Explaining San Antonio’s 9 Sister Cities

Monterrey, Nuevo León, Mexico
Monterrey, Nuevo León, Mexico Rick Gonzalez
World War II divided the world and when it ended, after years of suffering, violence and sacrifice, it needed healing. So in 1956, nine years after Adolf Hitler shot himself and the U.S. dropped atomic bombs on Hiroshima and Nagasaki in Japan, President Dwight D. Eisenhower created Sister Cities International to create bonds between Earth’s citizens.

Sixty years later, 545 U.S. cities have more than 2,000 siblings in 145 countries, spanning every continent except for frozen Antarctica, according to Sister Cities International.

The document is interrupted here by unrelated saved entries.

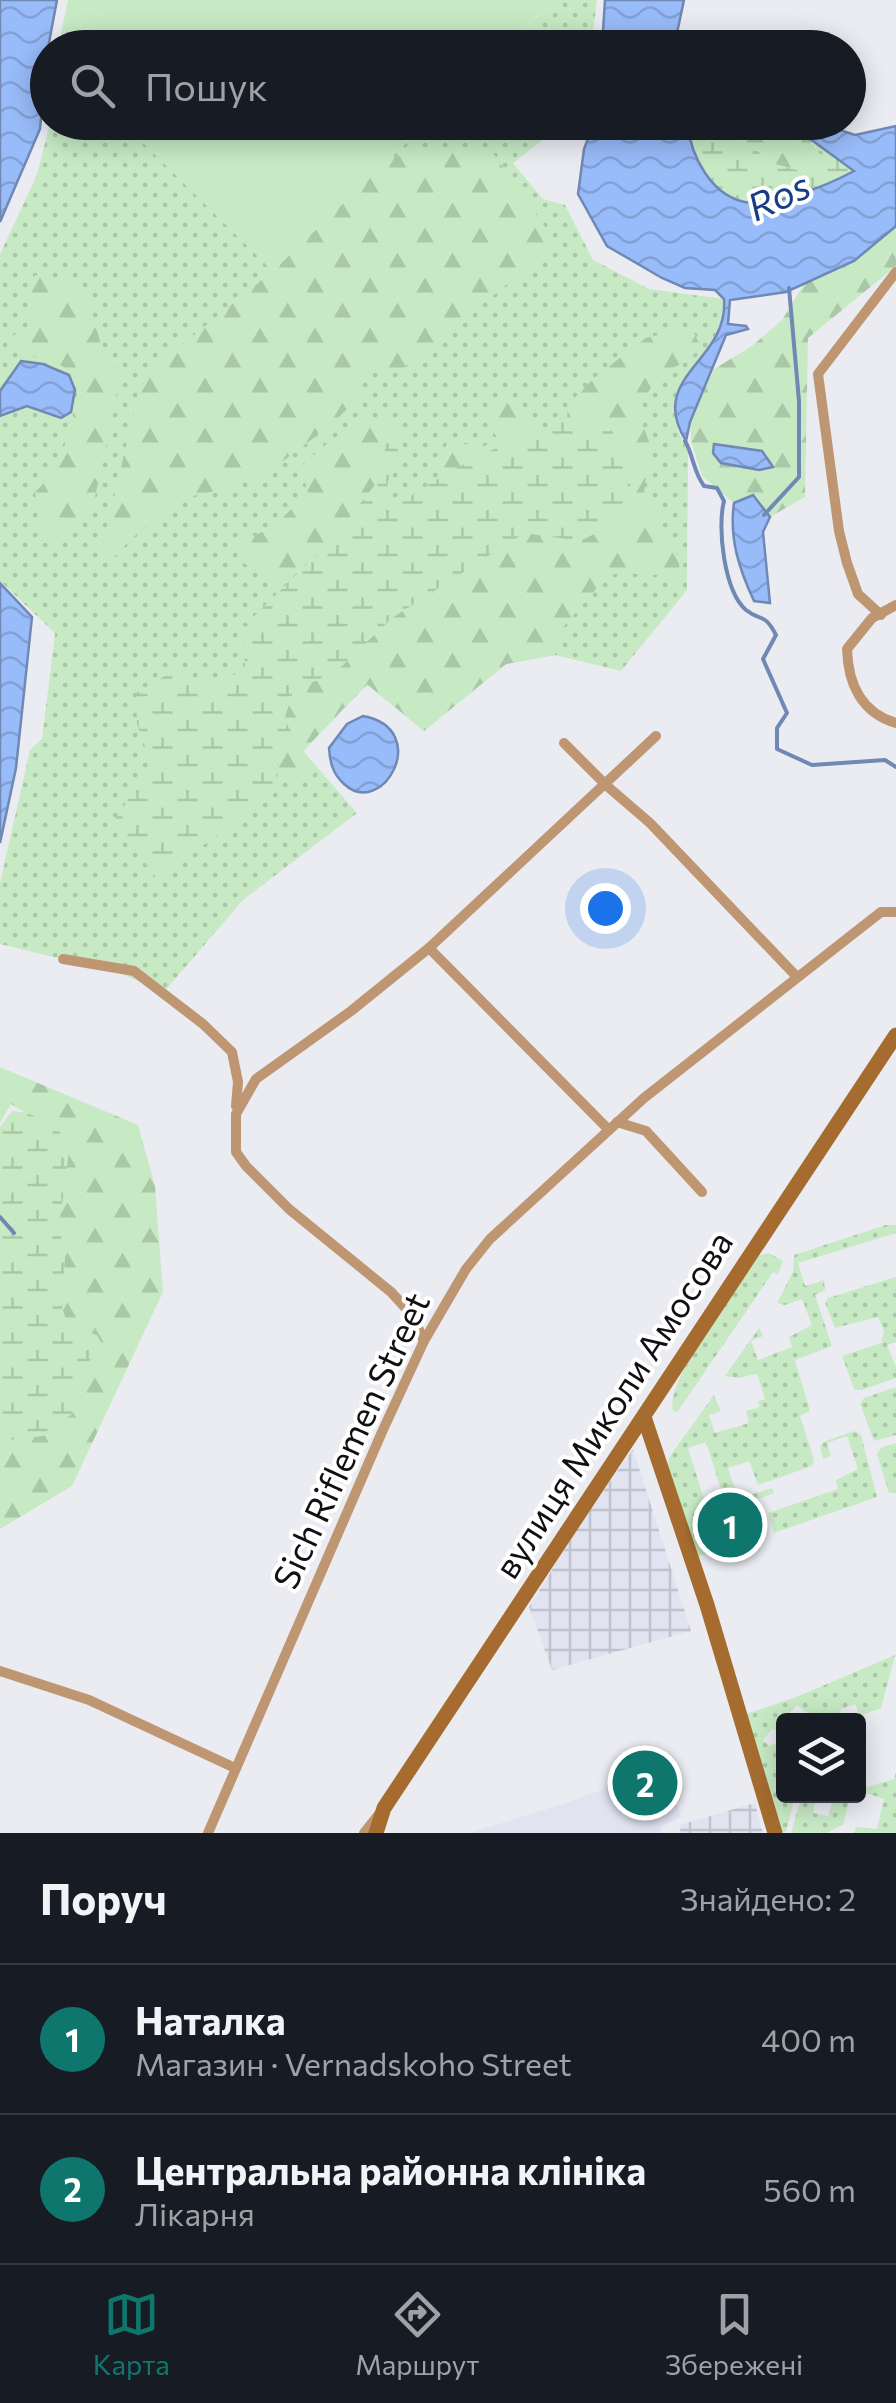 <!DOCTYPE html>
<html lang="uk">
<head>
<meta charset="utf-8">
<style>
	body { margin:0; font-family:Commissioner,sans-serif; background:#20242c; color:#f1f3f6 }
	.controls { position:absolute; right:30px; bottom:30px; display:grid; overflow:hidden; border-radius:10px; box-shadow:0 5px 25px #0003 }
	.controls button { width:90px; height:90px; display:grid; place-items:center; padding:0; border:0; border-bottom:2px solid #363941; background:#171b24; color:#f1f3f6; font:50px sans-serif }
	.you { position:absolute; left:605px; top:908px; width:35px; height:35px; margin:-25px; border:8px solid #fff; border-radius:50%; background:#1a73e8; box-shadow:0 0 0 15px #1a73e833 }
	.badge { display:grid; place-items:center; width:65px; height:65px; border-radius:50%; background:#0f766e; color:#fff; font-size:32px; font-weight:700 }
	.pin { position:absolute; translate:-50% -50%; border:5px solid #fff; box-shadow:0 2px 10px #0006 }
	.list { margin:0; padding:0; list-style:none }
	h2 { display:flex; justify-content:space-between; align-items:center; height:130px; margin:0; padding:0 40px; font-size:42px }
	h2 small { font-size:32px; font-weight:400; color:#9ea1a6 }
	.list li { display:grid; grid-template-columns:65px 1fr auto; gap:30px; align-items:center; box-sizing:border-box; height:150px; padding:0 40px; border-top:2px solid #363941 }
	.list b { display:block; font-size:38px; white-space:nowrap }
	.list p { margin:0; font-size:32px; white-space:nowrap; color:#9ea1a6 }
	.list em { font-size:32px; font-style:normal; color:#9ea1a6 }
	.icon { flex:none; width:55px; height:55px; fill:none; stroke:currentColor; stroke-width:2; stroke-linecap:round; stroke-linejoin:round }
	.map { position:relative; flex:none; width:896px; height:1833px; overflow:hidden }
	.search { position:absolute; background:#171b24; box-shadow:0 5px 25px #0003; left:30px; right:30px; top:30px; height:110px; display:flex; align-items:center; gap:25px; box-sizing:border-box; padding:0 35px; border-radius:55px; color:#9ea1a6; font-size:38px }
	.sheet { height:430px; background:#171b24 }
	nav { display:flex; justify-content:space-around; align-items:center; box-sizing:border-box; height:140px; border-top:2px solid #363941; background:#171b24; font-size:28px; color:#9ea1a6 }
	nav a { display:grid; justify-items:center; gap:5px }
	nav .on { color:#0f766e }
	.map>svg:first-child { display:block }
</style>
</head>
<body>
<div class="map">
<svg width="896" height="1833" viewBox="0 0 896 1833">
	<defs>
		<pattern id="industrial-grid" width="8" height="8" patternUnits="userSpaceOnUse" patternTransform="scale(2.5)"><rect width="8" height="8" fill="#e1e3f1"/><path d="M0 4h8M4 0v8" fill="none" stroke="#c0c2ce"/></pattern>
		<pattern id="grass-dots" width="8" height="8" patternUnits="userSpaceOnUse" patternTransform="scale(2.5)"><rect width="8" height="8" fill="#c7eac5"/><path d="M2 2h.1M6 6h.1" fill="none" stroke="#aac8a8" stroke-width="1.8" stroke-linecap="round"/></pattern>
		<pattern id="forest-firs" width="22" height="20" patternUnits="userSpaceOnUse" patternTransform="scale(2.5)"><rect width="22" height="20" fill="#c7eac5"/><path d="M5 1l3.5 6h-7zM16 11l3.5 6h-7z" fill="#aac8a8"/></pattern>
		<pattern id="wetland-marsh" width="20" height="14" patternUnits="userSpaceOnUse" patternTransform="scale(2.5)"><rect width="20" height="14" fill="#c7eac5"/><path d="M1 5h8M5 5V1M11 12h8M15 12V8" fill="none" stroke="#aac8a8"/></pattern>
		<pattern id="water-waves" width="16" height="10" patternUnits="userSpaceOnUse" patternTransform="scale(2.5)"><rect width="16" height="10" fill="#98bbf9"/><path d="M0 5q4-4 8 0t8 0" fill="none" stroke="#82a0d4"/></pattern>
	</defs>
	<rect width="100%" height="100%" fill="#ebecf2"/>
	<!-- built -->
	<path fill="#e1e3f1" d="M666,1765L681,1817L660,1827L661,1833H470L572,1801Z"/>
	<!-- industrial -->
	<g fill="url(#industrial-grid)">
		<path d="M633,1449L691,1631L552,1670L529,1607L583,1520Z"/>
		<path d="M755,1803L763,1833H681L679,1825Z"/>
	</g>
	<!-- grass -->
	<g fill="url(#grass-dots)">
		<path d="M554,0H597L591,47L505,48Z"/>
		<path d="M50,123H123L273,271L427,123H564L513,163L543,199L565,205L593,260L649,289L724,299L720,328L682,384L678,430L688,453L687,590L621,671L555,655L506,664L424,731L367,685L303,751L357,813L243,900L163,993L123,974L0,944V883L30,750L42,739L55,633L0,581V254L37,175Z"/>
		<path d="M886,1225H896V1233L798,1263L805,1286L824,1280L825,1290L815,1295L832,1346L795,1360L810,1411L800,1416L814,1459L812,1466L758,1485L749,1461L728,1468L738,1499L772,1488L774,1493L756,1500L759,1512L731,1521L706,1442L688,1448L709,1515L704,1517L708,1529L704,1531L710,1553L698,1556L667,1465L670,1456L714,1395L721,1411L709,1415L715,1433L749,1423L746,1411L760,1407L758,1401L765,1399L757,1373L740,1378L725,1376L759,1328L763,1336L751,1341L758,1360L792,1347L789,1337L812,1325L802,1299L785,1305L777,1303L793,1272L794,1255Z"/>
		<path d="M769,1253L783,1261L778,1274L773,1272L678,1411L674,1412C660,1388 740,1282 757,1256Z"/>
		<path d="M896,1277V1342L887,1345L896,1367V1378L862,1390L854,1389L842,1356L881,1343L884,1331L878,1317L835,1328L825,1303L828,1298Z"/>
		<path d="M896,1387V1435L874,1441L860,1404L864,1398Z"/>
		<path d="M854,1431L861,1435L877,1497L774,1533L768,1513L838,1489L836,1480L858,1469L847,1436L827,1443L831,1456L823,1459L820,1446L823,1442Z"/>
		<path d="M896,1443V1493H889L877,1454L881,1448Z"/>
		<path d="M895,1655L881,1708L860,1716L855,1704L840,1710L844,1720H816L797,1705L784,1720L783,1733L772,1729L763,1740L769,1746L780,1742L783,1745L784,1796H795L786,1832H782L746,1714L794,1698Z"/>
		<path d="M896,1773V1833H854L856,1827L877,1829L884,1799L860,1791V1784L867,1787L894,1779Z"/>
		<path d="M834,1796H850L843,1825L826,1833H791L801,1799L815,1801L813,1813L828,1816Z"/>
	</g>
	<!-- forest -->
	<g fill="url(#forest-firs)">
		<path d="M721,123C756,123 802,116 819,154L805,172L774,164Z"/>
		<path d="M441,148H479L493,153L552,237L550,250L399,371L366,373L359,398L328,427L266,474L229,488L179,499L131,539L109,563L100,556L139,391L152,369L273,271L391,157Z"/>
		<path d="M896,226V266L808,338L805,497L770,517L753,495L734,503L702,476L691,441L690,422L714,369L752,346L782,320L804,284L854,261Z"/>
		<path d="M35,275L70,282L87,293L101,345L118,372L116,402L90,519L48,542L39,519L35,492C41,486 48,480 52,474C63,456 87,391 73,375C60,358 26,356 6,349L10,337L27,328C30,311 28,291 35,275Z"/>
		<path d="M691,327L701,347L686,362L663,372L636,408L650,444L644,494L659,516L667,541L680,559L678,578L649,574H609L558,633L555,655L506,664L424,731L367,684L303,751L311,761L313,775L294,779L277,767L293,735L284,720L295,685L462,486L433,471L449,440L481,448L497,438L486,419L502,402L528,409L536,426L498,457L578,417L567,420L568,405L594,378L646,338Z"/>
		<path d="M383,418L402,439L386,444L378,481L335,536L282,587L239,560V544L275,525L308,493L301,467C327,442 347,424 383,418Z"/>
		<path d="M0,1067L138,1125L155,1186L163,1292L72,1486L0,1529V1300L24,1112L11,1104L0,1123Z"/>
	</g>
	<!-- wetland -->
	<g fill="url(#wetland-marsh)">
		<path d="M687,123H721L774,164L805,172L819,154L813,141L854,171C829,184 779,206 750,203C711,199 691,156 687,123Z"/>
		<path d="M578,417L610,426L630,473L631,516L580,541L524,533L392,618L342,666L316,681L295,685L284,720L293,734L277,767L274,794L157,879L115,820L151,764L137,724L136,693L173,671L219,686L245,666L242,628L335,536L378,481L386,444L402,439L386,488L390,510C449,469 510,437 578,417Z"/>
		<path d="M12,1111C35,1112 57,1125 70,1144L59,1227L65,1258L61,1303L68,1327L97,1335L105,1350C72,1369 80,1378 76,1411L43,1436L0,1441V1127Z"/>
	</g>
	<!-- garden -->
	<g fill="#c7eac5">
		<path d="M68,0H554L505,47H58Z"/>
		<path d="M123,123H427L273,271Z"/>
	</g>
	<!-- water -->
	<g fill="url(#water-waves)" stroke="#6f88b4" stroke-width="2.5">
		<path d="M0,0H57L48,48L40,129L0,222Z"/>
		<path d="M605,0H684L674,47H602Z"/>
		<path d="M594,123H687C691,156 711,198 750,203C777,206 830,184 854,171L813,141L781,123H819L855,135L896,126V226L854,261L786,292L730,300L728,324L746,326L748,329L726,335L690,422L686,441C646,376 729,362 724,299L715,290L685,288L662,278L607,246L578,194L584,149Z"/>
		<path d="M21,361L43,364L69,375L75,390L71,412L61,418L27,406L0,416V391Z"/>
		<path d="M714,444L762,451L773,467L759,470L721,463L713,453Z"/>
		<path d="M753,495L770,517L763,532L770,603L754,601C739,569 729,538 734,503Z"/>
		<path d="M0,583L32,617L16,768L0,843Z"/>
		<path d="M363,716C433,729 383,820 344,784C333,774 330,763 329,748L347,724Z"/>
	</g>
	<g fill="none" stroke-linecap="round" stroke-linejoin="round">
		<!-- stream -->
		<g stroke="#6f88b4" stroke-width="4">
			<path d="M685,441C694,457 693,471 704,486L717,488L724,501C717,527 724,591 746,610C761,622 764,612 776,635L763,659L787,713L777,728V749L812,765L885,760L896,767"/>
			<path d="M764,515L799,477V401L789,288"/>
			<path d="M0,1217L14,1233"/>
		</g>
		<!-- street -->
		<g stroke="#bf9672" stroke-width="10">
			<path d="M896,605L872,618L847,649C848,683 861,713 896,723"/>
			<path d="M881,615L858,594L847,563L839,531L818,374L896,272"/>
			<path d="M564,743L607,786L650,823L797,977"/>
			<path d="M429,948L609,1130"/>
			<path d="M63,959L134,971L203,1024L232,1052L238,1082L236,1106"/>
			<path d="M617,1122L646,1131L702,1192"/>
			<path d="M424,1341L413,1316L391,1292L289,1209L246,1166L236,1152V1114L256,1079L351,1011L429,948L656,736"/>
			<path d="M0,1671L89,1700L235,1768"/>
			<path d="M208,1833L382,1432L424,1341L466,1269L490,1239L644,1098L881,912H896"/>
			<path d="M364,1833L379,1814"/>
		</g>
		<!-- secondary -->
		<g stroke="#a66b2f" stroke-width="15">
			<path d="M644,1417L707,1605L775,1833"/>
			<path d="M376,1833L384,1808L896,1035"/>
		</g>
	</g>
	<g text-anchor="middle" stroke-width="8" stroke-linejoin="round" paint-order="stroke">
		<!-- street labels -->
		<g font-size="35" fill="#101012" stroke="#fff">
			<text transform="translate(614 1405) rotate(-57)" y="12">вулиця Миколи Амосова</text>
			<text transform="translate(352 1441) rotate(-65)" y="12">Sich Riflemen Street</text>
		</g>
		<!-- water labels -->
		<g font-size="38" font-style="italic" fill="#173e84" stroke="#fff">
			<text transform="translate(779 197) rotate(-25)" y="13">Ros</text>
		</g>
	</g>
</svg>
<div class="controls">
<button><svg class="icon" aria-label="layers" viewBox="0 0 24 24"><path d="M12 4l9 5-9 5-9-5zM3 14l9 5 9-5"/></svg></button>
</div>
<div class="you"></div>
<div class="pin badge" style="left:730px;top:1525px">1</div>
<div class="pin badge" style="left:645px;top:1783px">2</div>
<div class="search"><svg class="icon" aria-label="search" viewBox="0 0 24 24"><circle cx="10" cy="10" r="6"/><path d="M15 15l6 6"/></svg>Пошук</div>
</div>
<section class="sheet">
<h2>Поруч<small>Знайдено: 2</small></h2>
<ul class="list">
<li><span class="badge">1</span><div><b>Наталка</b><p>Магазин · Vernadskoho Street</p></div><em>400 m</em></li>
<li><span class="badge">2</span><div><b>Центральна районна клініка</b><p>Лікарня</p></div><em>560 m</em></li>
</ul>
</section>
<nav>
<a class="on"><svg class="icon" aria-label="map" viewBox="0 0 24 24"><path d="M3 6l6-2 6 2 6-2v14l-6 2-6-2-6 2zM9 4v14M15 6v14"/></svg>Карта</a>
<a><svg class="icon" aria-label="directions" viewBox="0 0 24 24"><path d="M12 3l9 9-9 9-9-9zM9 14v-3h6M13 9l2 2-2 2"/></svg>Маршрут</a>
<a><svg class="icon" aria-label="saved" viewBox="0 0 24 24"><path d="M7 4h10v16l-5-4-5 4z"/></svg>Збережені</a>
</nav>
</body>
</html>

San Antonio has nine of those partnerships across six countries. Sherry Dowlatshahi is chief of protocol and head of international relations for San Antonio’s International Relations Office. The San Antonio Current caught up with her over the phone while she was walking to see the logo for the city’s tricentennial celebration that was unveiled last Wednesday at the Tobin Center for the Performing Arts.

“Eisenhower thought that if people were more open and knowledgeable of people on the other side of the world they would be more tolerant and understanding and that wars would not happen like they happened then [WWII],” she said. “It’s really about promoting peace, cooperation and mutual understanding.”

Back when Eisenhower made that 1956 announcement, San Antonio was already ahead of the game. Its first sister city relationship was established in 1953 with a natural fit: Monterrey, in Nuevo León, Mexico — the first Mexican city to form a sister city pairing.

In its infancy, Dowlatshahi said U.S. cities formed relationships with Mexican and European cities.

“It was a movement that just grew and grew throughout the ’60s and ’70s,” she said. “In the ’60s, ’70s, ’80s, there was no Facebook, no social networking. So if you wanted to learn, there was the whole pen pals thing and finding friends in another part of the world was very popular … and a lot of those initiatives were through sister city relationships.”

The goal is to also foster citizen diplomacy, along with the Eisenhower’s vision of a less violent world created through tolerance and understanding.